__Available data__.
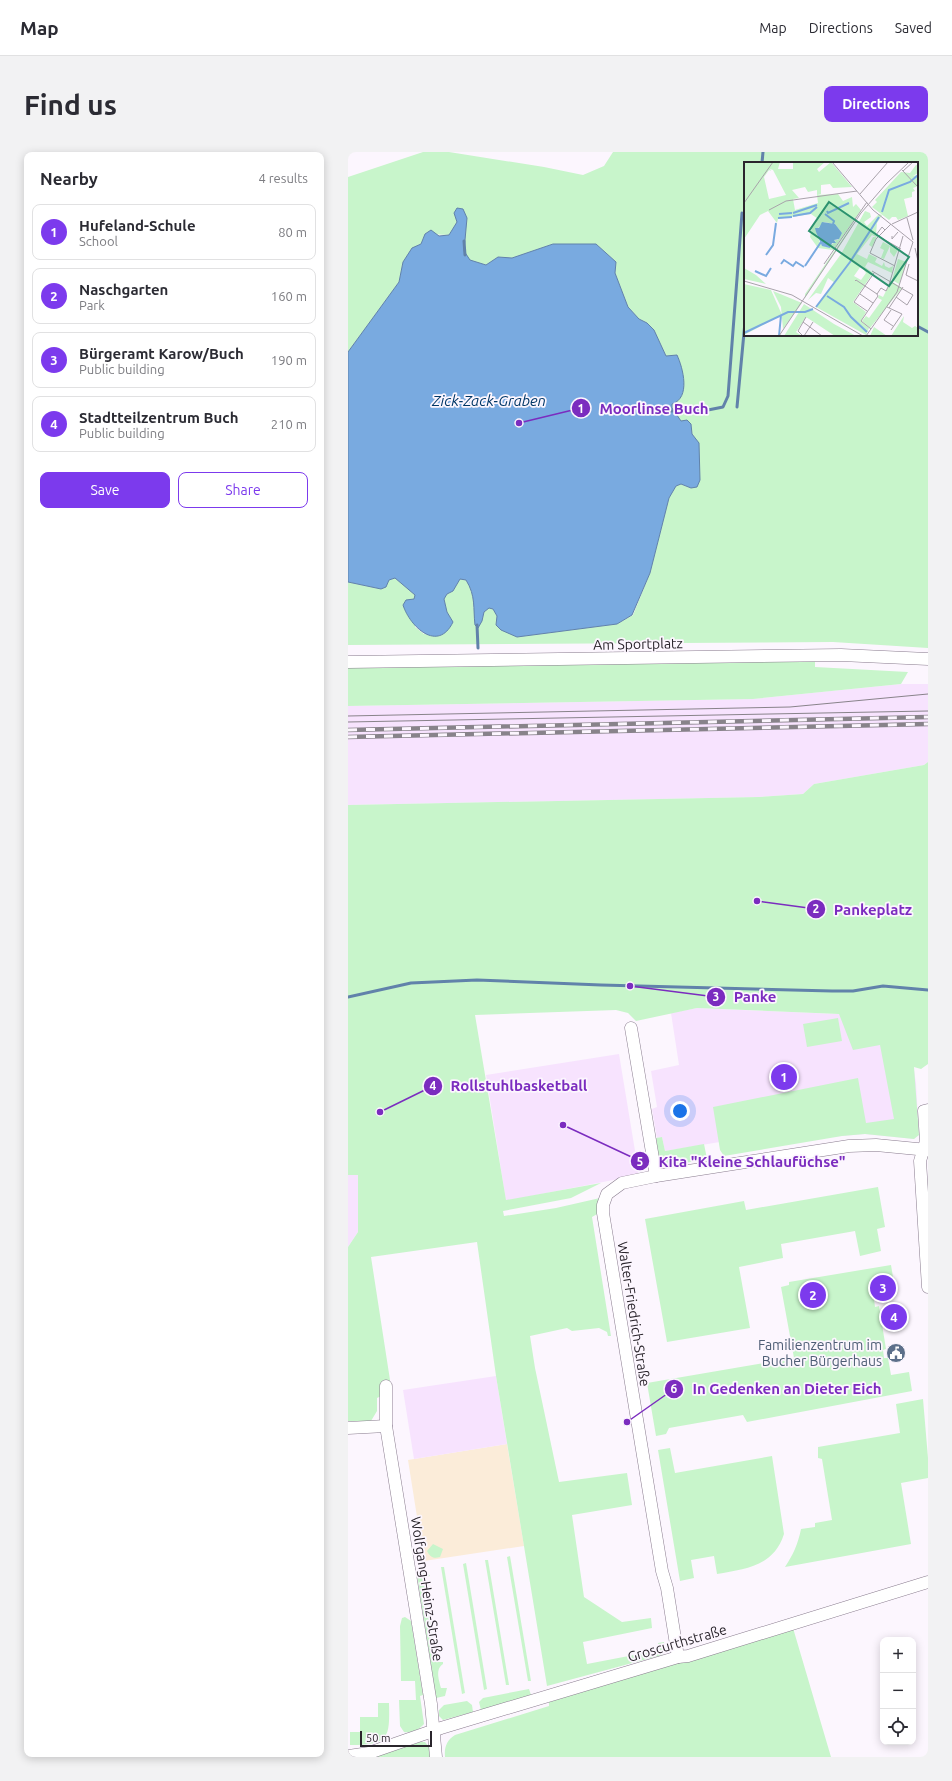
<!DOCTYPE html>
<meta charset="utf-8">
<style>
body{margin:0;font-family:Ubuntu,sans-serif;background:#f2f2f3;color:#2b2b33}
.controls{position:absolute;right:12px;bottom:12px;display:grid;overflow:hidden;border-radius:8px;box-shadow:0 2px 10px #0003}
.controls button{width:36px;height:36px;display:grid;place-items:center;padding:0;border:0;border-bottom:1px solid #e1e1e2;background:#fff;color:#2b2b33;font:20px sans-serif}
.scale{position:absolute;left:12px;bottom:10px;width:72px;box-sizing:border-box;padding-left:4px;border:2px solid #2a252c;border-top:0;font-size:11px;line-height:14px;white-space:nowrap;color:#2a252c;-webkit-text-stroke:3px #fcf6fe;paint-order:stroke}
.you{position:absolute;left:332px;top:959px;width:14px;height:14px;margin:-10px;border:3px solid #fff;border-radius:50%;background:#1a73e8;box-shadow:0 0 0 6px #1a73e833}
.badge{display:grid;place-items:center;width:26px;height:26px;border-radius:50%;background:#7c3aed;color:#fff;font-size:13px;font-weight:700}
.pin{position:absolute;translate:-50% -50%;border:2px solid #fff;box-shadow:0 1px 4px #0006}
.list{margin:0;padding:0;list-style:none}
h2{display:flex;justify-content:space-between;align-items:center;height:52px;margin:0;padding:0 16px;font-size:17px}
h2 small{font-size:13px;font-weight:400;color:#7c7c81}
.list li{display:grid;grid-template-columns:26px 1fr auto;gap:12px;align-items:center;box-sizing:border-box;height:56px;margin:0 8px 8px;padding:0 8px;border:1px solid #e1e1e2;border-radius:8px}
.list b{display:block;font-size:15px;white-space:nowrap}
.list p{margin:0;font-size:13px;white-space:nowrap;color:#7c7c81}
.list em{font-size:13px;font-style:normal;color:#7c7c81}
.actions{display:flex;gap:8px;padding:12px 16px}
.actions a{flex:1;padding:9px 0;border:1px solid #7c3aed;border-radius:8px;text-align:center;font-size:14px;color:#7c3aed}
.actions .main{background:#7c3aed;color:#fff}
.icon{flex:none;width:22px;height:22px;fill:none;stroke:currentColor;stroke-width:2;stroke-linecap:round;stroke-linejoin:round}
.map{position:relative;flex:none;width:580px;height:1605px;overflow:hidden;border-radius:8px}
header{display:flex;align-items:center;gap:24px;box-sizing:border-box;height:56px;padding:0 20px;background:#fff;border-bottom:1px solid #e1e1e2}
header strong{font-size:19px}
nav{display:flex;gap:22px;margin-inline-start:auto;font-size:14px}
.intro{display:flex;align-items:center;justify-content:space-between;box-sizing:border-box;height:96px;padding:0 24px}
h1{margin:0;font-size:28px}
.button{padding:10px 18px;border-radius:8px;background:#7c3aed;color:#fff;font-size:14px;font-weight:700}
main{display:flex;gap:24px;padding:0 24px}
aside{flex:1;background:#fff;border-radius:8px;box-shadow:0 2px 10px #0003}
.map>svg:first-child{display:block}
.commercial{fill:#fbecd9}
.built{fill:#f7e3fe}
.green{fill:#c8f5cb;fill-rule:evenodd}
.water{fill:#79aae0;stroke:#6182aa}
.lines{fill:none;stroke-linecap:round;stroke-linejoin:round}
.stream{stroke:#6182aa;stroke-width:3}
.minor-casing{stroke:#897c8e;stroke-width:13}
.minor{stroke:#fff;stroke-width:12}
.tram{stroke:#88838a;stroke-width:1}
.rail-casing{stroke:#88838a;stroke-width:4.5}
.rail{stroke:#fcf6fe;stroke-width:3;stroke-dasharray:9;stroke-linecap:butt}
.labels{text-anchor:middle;stroke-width:3.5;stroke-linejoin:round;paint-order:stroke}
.street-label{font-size:14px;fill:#2a252c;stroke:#fcf6fe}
.service-label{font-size:14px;fill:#4e5e75;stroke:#fcf6fe;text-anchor:end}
.water-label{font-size:15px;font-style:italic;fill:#003767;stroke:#fcf6fe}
.inset-river{fill:none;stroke:#79aae0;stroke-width:2}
.inset-road{fill:none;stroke:#a8a2aa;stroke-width:1}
.view{fill:#2c926f;fill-opacity:0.15;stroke:#2c926f;stroke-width:2}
.inset-edge{fill:none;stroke:#2a252c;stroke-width:2}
.leader{fill:none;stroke:#7b2cbf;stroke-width:1.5}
.callout-dot{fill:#7b2cbf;stroke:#fcf6fe;stroke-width:1.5}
.mark-label{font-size:12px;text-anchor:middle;font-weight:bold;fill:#fff}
.callout-label{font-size:15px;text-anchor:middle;font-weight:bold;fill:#7b2cbf;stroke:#fcf6fe;stroke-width:3.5;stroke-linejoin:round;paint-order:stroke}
</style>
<header>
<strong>Map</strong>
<nav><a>Map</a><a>Directions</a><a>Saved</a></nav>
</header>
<div class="intro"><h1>Find us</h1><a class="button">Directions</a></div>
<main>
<aside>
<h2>Nearby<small>4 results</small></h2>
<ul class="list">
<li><span class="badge">1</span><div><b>Hufeland-Schule</b><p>School</p></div><em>80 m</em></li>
<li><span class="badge">2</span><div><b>Naschgarten</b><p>Park</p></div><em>160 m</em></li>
<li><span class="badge">3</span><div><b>Bürgeramt Karow/Buch</b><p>Public building</p></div><em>190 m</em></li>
<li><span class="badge">4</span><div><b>Stadtteilzentrum Buch</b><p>Public building</p></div><em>210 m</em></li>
</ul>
<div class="actions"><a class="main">Save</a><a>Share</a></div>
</aside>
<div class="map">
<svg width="580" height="1605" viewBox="0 0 580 1605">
<rect width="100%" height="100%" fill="#fcf6fe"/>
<!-- commercial -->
<polygon class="commercial" points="159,1292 176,1394 76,1409 60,1308"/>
<!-- built -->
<g class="built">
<polygon points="553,532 580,532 580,610 576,613 466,632 455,642 411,645 0,653 0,554 405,547"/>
<polygon points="349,856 558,865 568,931 571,983 566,987 517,982 471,986 469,974 317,999 314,985 309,986 304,957 309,955 303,919 331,913 323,861"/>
<polygon points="271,902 291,1023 158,1049 138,923"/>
<polygon points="0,1021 11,1021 10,1080 0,1095"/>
<polygon points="148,1224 159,1292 66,1307 55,1238"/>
</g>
<!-- green -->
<g class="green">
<path d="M75 0H101L196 15 235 23 256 14 265 0H580V496L485 490 0 493V430L33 437 38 435 41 428 47 426 67 443V475L76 482 92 484 105 470 99 460 96 447 99 442 105 439 112 427 118 428C125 439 126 448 126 461L134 469 136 460 141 456 145 457 149 464 148 473 169 485 269 472 285 463 302 421 321 346 328 334 333 332 343 336 350 299V291L344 282 343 272 333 269 324 256 331 208 329 203 318 204 306 178 299 171 291 167 280 155 267 121 268 110 248 92H205L164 106 150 105 138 113 121 108 116 99 117 82 109 70 101 83 77 82 73 92 55 110 51 130 0 200V25ZM397 11H569V183H397Z"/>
<polygon points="467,508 467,515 560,520 553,532 405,547 0,554 0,514"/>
<polygon points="580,610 580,912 573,917 566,915 571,983 566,987 517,982 494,984 376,1004 372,998 365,955 510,926 518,971 546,967 532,893 505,898 491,862 349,856 288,869 280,861 268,858 127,863 158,1048 253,1031 223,1046 155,1059 156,1064 208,1056 252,1046 251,1061 244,1065 263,1184 260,1184 259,1180 251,1176 224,1179 219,1176 182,1184 187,1216 211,1330 279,1321 284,1353 224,1363 236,1445 274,1470 303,1466 304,1476 235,1490 239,1512 312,1498 310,1491 316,1490 317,1499 314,1503 199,1534 148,1224 129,1090 23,1105 42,1228 42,1240 29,1246 29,1259 23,1269 0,1269 0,1095 10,1080 10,1023 0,1023 0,653 411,645 455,642 466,632 576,613"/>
<polygon points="490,866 494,889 459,895 455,872"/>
<polygon points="314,985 317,999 356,992 359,1007 320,1014 316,1007 311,1008 308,986"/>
<polygon points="530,1035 537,1075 529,1077 533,1099 512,1104 507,1079 433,1092 435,1106 391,1115 402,1176 319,1190 297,1067 396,1049 398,1058"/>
<polygon points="543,1113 545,1125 527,1128 530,1146 526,1147 527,1155 531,1154 538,1197 535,1198 536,1206 540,1206 543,1223 561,1220 564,1239 399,1270 395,1263 321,1276 318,1282 308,1284 299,1231 446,1206 433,1135 441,1133 441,1130"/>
<path d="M575 1247 580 1306V1326L553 1331 563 1392 437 1415C445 1403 450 1392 453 1377L467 1375V1371L484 1368 474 1307 470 1306V1295L552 1281 548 1252Z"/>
<path d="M322 1296 327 1321 424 1304 436 1382C426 1414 398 1417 369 1422L366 1404 343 1408 346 1426 332 1429 310 1298Z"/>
<path d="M85 1392 95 1397 92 1405C85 1407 82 1405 79 1399Z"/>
<polygon points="162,1404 183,1529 180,1529 159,1405"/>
<polygon points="137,1408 140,1408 161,1533 158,1533"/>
<polygon points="118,1411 139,1537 136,1538 115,1412"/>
<polygon points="93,1415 96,1415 117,1541 114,1542"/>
<path d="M74 1419 79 1420 82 1424 77 1425 76 1428 88 1507 90 1510H95V1512C87 1517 91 1528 93 1536H99L97 1544 88 1546 69 1422Z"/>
<path d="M57 1465 63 1469 75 1543 72 1544 76 1572C71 1578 63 1581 56 1580L52 1574 51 1548H68L67 1529H53L52 1474 54 1466Z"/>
<path d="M445 1476 483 1605H97C96 1595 99 1588 107 1583L201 1554V1550Z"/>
<polygon points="181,1537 183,1543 133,1558 131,1550 135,1546"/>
<polygon points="119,1549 124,1553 125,1560 95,1568 91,1564 91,1558 96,1553"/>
<path d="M30 1551H41C42 1586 41 1593 2 1593V1580H12V1565H30Z"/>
<polygon points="72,1590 77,1590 82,1596 83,1605 26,1605"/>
</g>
<!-- water -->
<path class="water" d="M109 56 115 57 119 66 116 99 122 108 138 113 150 105 164 106 205 92H248L268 110 267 121 280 155 291 167 299 171 306 178 318 204 329 203C335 216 343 246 324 252V256L333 269 339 268 343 272 344 282 351 291 352 328 349 335 343 336 333 332 328 334 321 346 302 421 284 463 269 472 169 485 153 478 148 473 149 464 145 457 141 456 136 460 134 469 130 476 127 473C125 456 128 444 118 428L112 427 105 439 99 442 96 447 99 460 105 470C90 501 62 475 55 453L58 448 66 447 67 443 47 426 41 428 38 435 33 437 0 430V200L51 130 55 110 64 96 73 92 77 82 83 78 91 84 101 83 109 70 106 61Z"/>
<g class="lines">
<!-- stream -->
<g class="stream">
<polyline points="414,11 415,0"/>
<polyline points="116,89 117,103"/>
<polyline points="569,174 580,180"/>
<polyline points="389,255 397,170"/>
<polyline points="322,259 360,258 375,255 380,244 394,61"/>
<polyline points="129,473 130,496"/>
<polyline points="0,845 63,831 129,828 253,833 484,839 505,839 535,834 580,838"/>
</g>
<defs>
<g id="minor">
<polyline points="0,510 493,503 580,507"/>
<polyline points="283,876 308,1024"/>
<polyline points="580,958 576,959 578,989 572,1009 580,1135"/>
<polyline points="38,1234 38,1274 83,1552 88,1605"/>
<polyline points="0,1276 38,1274"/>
<polyline points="330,1505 319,1436 314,1419 255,1061 255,1053 259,1042 274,1031 308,1024 501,994 528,993 580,998"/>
<polyline points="0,1604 21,1601 93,1576 330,1505 340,1504 580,1430"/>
</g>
</defs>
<!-- minor casing -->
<use href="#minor" class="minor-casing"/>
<!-- minor -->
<use href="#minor" class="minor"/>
<!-- tram -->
<g class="tram">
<polyline points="0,564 442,555 580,542"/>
<polyline points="0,570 580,559"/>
</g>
<defs>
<g id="rail">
<polyline points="0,578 580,565"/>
<polyline points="0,585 580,572"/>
</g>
</defs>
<!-- rail casing -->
<use href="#rail" class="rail-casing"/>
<!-- rail -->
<use href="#rail" class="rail"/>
</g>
<!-- icons -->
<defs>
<symbol id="civic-disc" viewBox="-11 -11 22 22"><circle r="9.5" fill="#5c6f8a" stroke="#fcf6fe"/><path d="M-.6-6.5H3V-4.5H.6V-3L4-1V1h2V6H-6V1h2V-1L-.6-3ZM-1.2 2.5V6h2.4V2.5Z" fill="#fff"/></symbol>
</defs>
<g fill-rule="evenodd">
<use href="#civic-disc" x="537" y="1190" width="22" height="22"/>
</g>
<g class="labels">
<!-- street labels -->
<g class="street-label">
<text transform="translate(290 492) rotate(-1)" y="5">Am Sportplatz</text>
<text transform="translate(286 1162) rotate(81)" y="5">Walter-Friedrich-Straße</text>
<text transform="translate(79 1437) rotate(81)" y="5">Wolfgang-Heinz-Straße</text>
<text transform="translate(329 1491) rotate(-16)" y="5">Groscurthstraße</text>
</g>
<!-- service labels -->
<g class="service-label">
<text x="534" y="1198">Familienzentrum im<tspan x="534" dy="16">Bucher Bürgerhaus</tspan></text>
</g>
<!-- water labels -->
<g class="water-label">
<text x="141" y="254">Zick-Zack-Graben</text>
</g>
</g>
<!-- overview -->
<g transform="translate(396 10)">
<rect width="174" height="174" fill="#fcf6fe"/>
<path d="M0 0H36L34 7H49V1L81 0 73 7 75 10 87 0 108 25 89 26 86 22 77 23V32L73 33V28L64 30 61 25 48 28 55 36 49 37 51 48 74 41 73 33 94 32 99 39 108 35 109 45 112 42 117 48 89 88 74 86 66 75 68 65 74 57 67 52 34 57 33 61 24 49 16 53 0 77ZM26 7 29 8 42 33 25 37 20 15 25 8 27 9ZM80 60 91 62 98 71 94 78H90L92 80 82 85 76 81 72 68ZM172 3H174V11L169 14 174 13V24L169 26 171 29 168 30V35L160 37 164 54 154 58 152 55H148L145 58 128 45 133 40 131 38 157 10 166 11ZM121 49 126 51 127 55 120 60 123 64 135 52 138 53 133 61 132 72H130L133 74 128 85 125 83 129 75H132L128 73 113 92 123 97 125 92 133 96 131 100 138 104 140 100 141 104 145 106 149 104 148 111 124 100 121 105 129 111 109 140 122 150 117 159 125 166 122 173 72 145 97 112 91 121 84 116 77 132 72 131 64 138 97 92ZM117 104 122 111 117 118 110 114ZM110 60 106 68 61 136V132ZM139 80 154 88 150 95 146 90V84L140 97 137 96 140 88 136 86ZM154 97 163 100 155 122 148 118ZM0 106 12 113 22 122 0 117ZM147 119 158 126 126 166 118 159 122 154 125 156 138 138 134 136 135 133 139 135ZM0 122 27 128 38 153 0 173ZM29 129 58 141 39 167 37 145ZM60 142 90 162 112 174H91L62 155 52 170 58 174H40ZM160 154 159 160 168 166 171 164 174 166V174H147ZM130 165 143 174H126Z" fill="#c8f5cb" fill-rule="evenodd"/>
<path d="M78 60 91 62 98 71 95 77 90 78 92 81H88L86 86 78 84 72 70 71 66H75Z" fill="#79aae0"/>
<path class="inset-river" d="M83 49 84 51 105 41M138 50 145 28 166 20 174 13M49 51 73 43M35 52 48 51M81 52 90 59 89 62M49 54 66 51 73 45M34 56 48 55M22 93 29 83 32 61M37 102 40 98 46 102M46 102 49 104 52 100 60 105M61 104 77 80M11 109 22 114 27 106M83 134 100 145 107 155 123 170M72 145 106 100 135 55M0 171 44 150H61L69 147M35 174 37 153"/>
<path class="inset-road" d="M88 0 129 48 169 80 153 130 122 174M158 8 174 25M159 9 169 0M116 32 144 0M0 41 29 0M25 48 42 39 113 29M163 56 169 78M147 62 132 77 126 91 151 104M148 62 174 50M141 68 138 65 132 73 157 87M148 74V77L154 70M171 86 174 99M80 102 123 40M165 102 162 113 174 119M128 109 169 133 163 143 152 135M0 119 48 133 119 174M111 119 112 118 133 132M116 132 129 141M133 132 137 126 142 129 145 123 159 74M143 145 158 152 147 168M145 146 159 125M147 148 140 158 149 164M123 149 110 140 130 111M59 160 78 174M127 167 117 159 134 134 133 132M35 174 117 51 142 22 165 0M59 174 54 169 62 155M60 174 69 160"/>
<path class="view" d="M85 40 165 95 145 124 65 69Z"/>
<rect width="174" height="174" class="inset-edge"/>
</g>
<!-- callouts -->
<path class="leader" d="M171 271L233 256M409 749L468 757M282 834L368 845M32 960L85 934M215 973L292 1009M279 1270L326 1237"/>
<g class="callout-dot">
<circle cx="171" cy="271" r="4"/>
<circle cx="409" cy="749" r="4"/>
<circle cx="282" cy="834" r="4"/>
<circle cx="32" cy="960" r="4"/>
<circle cx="215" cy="973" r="4"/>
<circle cx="279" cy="1270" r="4"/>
<circle cx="233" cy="256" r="10"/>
<circle cx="468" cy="757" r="10"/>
<circle cx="368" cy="845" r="10"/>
<circle cx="85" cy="934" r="10"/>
<circle cx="292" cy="1009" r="10"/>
<circle cx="326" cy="1237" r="10"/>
</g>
<g class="mark-label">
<text x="233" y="261">1</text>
<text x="468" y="761">2</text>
<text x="368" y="849">3</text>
<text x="85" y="938">4</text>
<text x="292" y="1014">5</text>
<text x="326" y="1241">6</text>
</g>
<g class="callout-label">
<text x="306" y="262">Moorlinse Buch</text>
<text x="525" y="763">Pankeplatz</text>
<text x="407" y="850">Panke</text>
<text x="171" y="939">Rollstuhlbasketball</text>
<text x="404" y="1015">Kita "Kleine Schlaufüchse"</text>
<text x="439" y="1242">In Gedenken an Dieter Eich</text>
</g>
</svg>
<div class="controls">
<button>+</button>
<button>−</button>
<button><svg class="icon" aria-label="locate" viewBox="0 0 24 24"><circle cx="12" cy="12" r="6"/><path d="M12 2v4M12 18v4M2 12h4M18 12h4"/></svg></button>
</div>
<div class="scale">50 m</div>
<div class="you"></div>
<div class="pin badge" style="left:436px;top:925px">1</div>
<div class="pin badge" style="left:465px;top:1143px">2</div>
<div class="pin badge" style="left:535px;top:1136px">3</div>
<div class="pin badge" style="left:546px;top:1165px">4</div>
</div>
</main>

__Goal of the exercise__. Repeat, with no pictures, each line from the beginning of the data through the line containing "-50%;border:2px solid #fff;box-shadow:0", inclusive.

__Result for this exercise__.
<!DOCTYPE html>
<meta charset="utf-8">
<style>
body{margin:0;font-family:Ubuntu,sans-serif;background:#f2f2f3;color:#2b2b33}
.controls{position:absolute;right:12px;bottom:12px;display:grid;overflow:hidden;border-radius:8px;box-shadow:0 2px 10px #0003}
.controls button{width:36px;height:36px;display:grid;place-items:center;padding:0;border:0;border-bottom:1px solid #e1e1e2;background:#fff;color:#2b2b33;font:20px sans-serif}
.scale{position:absolute;left:12px;bottom:10px;width:72px;box-sizing:border-box;padding-left:4px;border:2px solid #2a252c;border-top:0;font-size:11px;line-height:14px;white-space:nowrap;color:#2a252c;-webkit-text-stroke:3px #fcf6fe;paint-order:stroke}
.you{position:absolute;left:332px;top:959px;width:14px;height:14px;margin:-10px;border:3px solid #fff;border-radius:50%;background:#1a73e8;box-shadow:0 0 0 6px #1a73e833}
.badge{display:grid;place-items:center;width:26px;height:26px;border-radius:50%;background:#7c3aed;color:#fff;font-size:13px;font-weight:700}
.pin{position:absolute;translate:-50% -50%;border:2px solid #fff;box-shadow:0 1px 4px #0006}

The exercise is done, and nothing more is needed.